**Required work**
Looking at the listing below, work out the number of lines where the string "WEST" shows up, and give that number only.

******

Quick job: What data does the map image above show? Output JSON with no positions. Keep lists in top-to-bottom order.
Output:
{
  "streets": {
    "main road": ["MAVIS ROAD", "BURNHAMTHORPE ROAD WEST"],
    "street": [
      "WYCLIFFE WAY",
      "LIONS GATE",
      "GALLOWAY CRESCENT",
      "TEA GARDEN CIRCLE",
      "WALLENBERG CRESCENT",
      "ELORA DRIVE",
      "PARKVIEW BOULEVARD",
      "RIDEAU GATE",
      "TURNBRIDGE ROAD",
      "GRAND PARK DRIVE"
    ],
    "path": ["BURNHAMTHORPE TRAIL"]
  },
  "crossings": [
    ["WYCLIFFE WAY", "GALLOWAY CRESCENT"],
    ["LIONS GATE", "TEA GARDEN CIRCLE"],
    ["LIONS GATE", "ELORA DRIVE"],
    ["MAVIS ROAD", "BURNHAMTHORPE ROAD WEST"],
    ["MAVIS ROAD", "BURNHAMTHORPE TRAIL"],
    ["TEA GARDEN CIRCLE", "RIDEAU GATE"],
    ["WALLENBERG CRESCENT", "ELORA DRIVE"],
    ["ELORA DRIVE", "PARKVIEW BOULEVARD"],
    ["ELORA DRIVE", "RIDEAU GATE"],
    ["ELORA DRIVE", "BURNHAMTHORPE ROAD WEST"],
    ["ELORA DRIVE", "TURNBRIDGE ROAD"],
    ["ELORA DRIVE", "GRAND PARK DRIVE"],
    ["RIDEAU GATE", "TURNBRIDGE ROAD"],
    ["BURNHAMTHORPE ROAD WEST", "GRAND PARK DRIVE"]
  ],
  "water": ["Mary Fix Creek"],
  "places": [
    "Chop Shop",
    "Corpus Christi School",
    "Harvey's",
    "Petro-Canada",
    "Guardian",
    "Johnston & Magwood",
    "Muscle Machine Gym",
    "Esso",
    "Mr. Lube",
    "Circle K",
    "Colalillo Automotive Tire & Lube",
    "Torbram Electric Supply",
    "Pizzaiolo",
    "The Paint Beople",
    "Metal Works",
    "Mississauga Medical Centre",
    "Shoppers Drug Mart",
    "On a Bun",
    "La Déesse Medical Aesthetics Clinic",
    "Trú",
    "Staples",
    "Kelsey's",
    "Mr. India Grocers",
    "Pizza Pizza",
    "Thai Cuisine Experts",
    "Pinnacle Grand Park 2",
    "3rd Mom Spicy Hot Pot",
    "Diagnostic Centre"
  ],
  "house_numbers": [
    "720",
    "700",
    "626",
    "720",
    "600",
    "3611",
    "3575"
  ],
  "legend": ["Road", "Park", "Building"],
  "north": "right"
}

******

**Result of the task**
4